Therapeutic implications of mitochondrial stress-induced proteasome inhibitor resistance in multiple myeloma

  • Sci Adv. 2022 Sep 30;8(39):eabq5575. doi: 10.1126/sciadv.abq5575.
Aditi Sharma 1 Remya Nair 1 Abhinav Achreja 2 3 Anjali Mittal 3 4 Pulkit Gupta 1 Kamakshi Balakrishnan 1 Claudia L Edgar 1 Olamide Animasahun 3 4 Bhakti Dwivedi 5 Benjamin G Barwick 1 Vikas A Gupta 1 Shannon M Matulis 1 Manoj Bhasin 5 Sagar Lonial 1 Ajay K Nooka 1 Arun P Wiita 6 Lawrence H Boise 1 Deepak Nagrath 2 3 4 Mala Shanmugam 1
Affiliations

Affiliations

  • 1 Department of Hematology and Medical Oncology, Winship Cancer Institute, School of Medicine, Emory University, Atlanta, GA, USA.
  • 2 Department of Biomedical Engineering, University of Michigan, Ann Arbor, MI, USA.
  • 3 Biointerfaces Institute, University of Michigan, Ann Arbor, MI, USA.
  • 4 Department of Chemical Engineering, University of Michigan, Ann Arbor, MI, USA.
  • 5 Department of Biostatistics and Bioinformatics Shared Resource, Winship Cancer Institute, Emory University, Atlanta, GA, USA.
  • 6 Department of Laboratory Medicine, University of California, San Francisco, San Francisco, CA, USA.
Abstract

The connections between metabolic state and therapy resistance in multiple myeloma (MM) are poorly understood.
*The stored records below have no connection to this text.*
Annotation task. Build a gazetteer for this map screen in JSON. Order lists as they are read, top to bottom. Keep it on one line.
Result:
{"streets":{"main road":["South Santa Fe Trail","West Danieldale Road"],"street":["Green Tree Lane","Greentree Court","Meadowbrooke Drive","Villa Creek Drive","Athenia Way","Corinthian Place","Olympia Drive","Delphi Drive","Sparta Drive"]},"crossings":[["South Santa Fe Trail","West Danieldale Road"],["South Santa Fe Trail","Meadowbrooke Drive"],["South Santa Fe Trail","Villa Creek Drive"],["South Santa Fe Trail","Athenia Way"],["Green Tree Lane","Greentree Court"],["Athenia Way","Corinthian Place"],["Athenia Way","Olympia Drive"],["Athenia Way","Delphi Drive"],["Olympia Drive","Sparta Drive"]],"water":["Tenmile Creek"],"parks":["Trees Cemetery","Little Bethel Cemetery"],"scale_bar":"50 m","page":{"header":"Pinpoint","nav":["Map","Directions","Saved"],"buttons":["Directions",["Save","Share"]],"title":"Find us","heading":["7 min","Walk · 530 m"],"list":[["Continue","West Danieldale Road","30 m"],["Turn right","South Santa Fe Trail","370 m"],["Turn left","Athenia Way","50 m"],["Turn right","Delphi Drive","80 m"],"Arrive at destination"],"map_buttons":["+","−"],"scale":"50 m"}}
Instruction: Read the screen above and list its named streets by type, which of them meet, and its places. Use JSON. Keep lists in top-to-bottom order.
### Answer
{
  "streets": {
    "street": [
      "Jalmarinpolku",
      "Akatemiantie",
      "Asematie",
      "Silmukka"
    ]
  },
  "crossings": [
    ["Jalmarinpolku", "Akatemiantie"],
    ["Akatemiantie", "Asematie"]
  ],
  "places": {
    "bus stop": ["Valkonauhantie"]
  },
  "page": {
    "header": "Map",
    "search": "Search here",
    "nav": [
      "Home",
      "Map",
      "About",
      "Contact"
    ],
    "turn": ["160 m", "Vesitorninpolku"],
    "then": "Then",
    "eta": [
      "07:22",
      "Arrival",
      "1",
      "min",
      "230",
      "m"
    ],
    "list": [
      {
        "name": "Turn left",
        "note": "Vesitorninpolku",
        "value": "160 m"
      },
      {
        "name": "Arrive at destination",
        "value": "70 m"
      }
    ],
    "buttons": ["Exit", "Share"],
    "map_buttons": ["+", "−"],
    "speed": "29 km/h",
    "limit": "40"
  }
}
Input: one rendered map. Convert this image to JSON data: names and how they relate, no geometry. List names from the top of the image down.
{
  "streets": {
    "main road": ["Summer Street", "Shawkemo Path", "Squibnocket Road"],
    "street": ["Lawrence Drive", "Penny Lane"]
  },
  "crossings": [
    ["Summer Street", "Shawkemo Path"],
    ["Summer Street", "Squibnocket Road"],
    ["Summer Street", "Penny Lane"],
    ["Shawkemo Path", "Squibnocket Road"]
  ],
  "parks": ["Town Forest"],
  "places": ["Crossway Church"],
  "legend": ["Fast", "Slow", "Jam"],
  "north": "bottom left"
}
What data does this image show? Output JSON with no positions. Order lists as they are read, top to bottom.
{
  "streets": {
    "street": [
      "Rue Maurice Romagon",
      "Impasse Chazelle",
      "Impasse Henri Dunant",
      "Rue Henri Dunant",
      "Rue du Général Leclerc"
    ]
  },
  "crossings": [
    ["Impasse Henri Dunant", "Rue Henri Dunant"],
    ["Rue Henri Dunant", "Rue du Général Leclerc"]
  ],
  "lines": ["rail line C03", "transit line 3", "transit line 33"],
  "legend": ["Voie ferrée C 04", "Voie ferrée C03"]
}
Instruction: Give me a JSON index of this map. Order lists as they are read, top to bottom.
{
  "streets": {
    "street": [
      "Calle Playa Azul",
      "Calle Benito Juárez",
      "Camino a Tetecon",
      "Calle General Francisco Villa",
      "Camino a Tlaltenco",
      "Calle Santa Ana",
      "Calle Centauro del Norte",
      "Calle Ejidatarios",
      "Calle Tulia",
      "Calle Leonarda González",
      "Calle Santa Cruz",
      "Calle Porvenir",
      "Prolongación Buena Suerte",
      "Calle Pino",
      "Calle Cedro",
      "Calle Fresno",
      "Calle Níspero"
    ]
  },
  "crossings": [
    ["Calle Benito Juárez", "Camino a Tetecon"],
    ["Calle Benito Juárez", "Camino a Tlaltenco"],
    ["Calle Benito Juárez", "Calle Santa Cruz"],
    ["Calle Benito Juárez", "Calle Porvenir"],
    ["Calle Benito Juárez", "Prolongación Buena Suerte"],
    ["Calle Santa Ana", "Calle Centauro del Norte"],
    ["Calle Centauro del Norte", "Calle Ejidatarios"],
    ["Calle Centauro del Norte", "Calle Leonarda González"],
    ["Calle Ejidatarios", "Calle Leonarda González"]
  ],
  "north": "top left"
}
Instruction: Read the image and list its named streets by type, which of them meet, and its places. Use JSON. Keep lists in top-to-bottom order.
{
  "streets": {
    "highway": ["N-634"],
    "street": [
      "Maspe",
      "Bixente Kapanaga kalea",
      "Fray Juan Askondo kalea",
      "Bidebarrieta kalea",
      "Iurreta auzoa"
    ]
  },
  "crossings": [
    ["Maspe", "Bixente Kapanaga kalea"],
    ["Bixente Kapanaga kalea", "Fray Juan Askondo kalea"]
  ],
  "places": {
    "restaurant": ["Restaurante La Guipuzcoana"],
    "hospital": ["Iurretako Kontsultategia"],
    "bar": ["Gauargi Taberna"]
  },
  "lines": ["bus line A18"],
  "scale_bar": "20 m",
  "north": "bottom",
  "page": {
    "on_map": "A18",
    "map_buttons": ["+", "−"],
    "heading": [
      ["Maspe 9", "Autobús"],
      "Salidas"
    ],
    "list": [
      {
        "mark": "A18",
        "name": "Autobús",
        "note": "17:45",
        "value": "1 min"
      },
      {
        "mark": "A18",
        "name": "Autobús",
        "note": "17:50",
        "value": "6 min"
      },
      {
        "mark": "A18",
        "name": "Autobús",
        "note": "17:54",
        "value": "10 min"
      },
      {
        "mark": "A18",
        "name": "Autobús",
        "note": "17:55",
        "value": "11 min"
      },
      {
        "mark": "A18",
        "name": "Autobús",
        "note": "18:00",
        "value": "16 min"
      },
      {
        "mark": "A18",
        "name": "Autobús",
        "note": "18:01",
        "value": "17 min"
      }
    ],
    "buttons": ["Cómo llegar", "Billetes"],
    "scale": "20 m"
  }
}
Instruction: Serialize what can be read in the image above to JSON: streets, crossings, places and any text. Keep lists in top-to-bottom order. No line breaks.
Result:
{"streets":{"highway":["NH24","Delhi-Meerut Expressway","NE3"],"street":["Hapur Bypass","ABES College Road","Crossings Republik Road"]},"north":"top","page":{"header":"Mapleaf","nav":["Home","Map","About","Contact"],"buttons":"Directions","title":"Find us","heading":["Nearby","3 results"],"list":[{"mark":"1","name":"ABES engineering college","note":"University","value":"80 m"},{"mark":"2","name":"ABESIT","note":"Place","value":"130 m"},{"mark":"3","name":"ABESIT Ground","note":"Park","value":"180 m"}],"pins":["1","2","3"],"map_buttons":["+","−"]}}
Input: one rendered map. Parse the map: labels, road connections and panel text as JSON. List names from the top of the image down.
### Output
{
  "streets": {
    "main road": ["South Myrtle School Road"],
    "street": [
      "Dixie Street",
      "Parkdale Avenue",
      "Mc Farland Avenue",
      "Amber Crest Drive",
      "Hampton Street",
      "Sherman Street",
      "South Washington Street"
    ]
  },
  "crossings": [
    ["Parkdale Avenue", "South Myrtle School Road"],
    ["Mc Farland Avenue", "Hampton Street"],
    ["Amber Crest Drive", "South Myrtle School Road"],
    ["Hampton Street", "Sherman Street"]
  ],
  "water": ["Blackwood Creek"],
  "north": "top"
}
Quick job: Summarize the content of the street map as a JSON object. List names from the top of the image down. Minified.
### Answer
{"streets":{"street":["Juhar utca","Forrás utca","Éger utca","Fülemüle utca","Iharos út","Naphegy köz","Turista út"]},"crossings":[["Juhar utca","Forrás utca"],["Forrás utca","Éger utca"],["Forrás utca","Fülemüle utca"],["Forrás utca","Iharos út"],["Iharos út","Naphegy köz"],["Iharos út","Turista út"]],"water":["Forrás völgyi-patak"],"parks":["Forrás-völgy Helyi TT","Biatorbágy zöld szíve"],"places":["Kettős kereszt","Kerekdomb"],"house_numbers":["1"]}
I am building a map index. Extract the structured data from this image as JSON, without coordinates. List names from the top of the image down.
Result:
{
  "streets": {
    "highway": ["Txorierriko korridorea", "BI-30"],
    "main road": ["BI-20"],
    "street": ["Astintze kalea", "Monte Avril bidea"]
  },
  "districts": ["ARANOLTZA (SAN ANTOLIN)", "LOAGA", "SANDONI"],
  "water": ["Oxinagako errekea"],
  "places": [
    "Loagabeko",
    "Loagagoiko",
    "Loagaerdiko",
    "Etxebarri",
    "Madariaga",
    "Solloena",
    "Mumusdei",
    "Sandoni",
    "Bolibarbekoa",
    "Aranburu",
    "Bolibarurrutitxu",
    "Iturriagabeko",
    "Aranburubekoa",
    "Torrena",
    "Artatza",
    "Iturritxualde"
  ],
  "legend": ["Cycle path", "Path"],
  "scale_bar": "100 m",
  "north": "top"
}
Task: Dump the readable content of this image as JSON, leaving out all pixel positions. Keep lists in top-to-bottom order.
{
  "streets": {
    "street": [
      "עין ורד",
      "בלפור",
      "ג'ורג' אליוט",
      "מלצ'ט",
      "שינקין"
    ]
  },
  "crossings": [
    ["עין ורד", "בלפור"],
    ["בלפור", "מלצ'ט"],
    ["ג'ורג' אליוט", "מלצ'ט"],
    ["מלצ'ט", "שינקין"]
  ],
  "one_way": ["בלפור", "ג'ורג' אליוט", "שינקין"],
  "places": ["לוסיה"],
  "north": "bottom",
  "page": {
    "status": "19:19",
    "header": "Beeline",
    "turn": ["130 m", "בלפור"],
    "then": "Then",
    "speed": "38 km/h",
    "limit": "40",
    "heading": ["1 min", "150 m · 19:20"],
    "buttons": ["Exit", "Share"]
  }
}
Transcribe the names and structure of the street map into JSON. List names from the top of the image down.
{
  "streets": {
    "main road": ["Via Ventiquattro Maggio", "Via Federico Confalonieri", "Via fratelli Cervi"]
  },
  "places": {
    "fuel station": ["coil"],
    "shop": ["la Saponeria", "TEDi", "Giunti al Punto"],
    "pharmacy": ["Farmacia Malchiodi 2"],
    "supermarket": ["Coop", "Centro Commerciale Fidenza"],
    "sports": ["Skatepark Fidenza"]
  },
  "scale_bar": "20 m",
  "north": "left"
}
We previously reported that electron transport chain (ETC) suppression promotes sensitivity to the Bcl-2 Antagonist venetoclax. Here, we show that ETC suppression promotes resistance to Proteasome inhibitors (PIs). Interrogation of ETC-suppressed MM reveals integrated stress response-dependent suppression of protein translation and ubiquitination, leading to PI resistance. ETC and protein translation gene expression signatures from the CoMMpass trial are down-regulated in patients with poor outcome and relapse, corroborating our in vitro findings. ETC-suppressed MM exhibits up-regulation of the cystine-glutamate antiporter SLC7A11, and analysis of patient single-cell RNA-seq shows that clusters with low ETC gene expression correlate with higher SLC7A11 expression. Furthermore, erastin or venetoclax treatment diminishes mitochondrial stress-induced PI resistance. In sum, our work demonstrates that mitochondrial stress promotes PI resistance and underscores the need for implementing combinatorial regimens in MM cognizant of mitochondrial metabolic state.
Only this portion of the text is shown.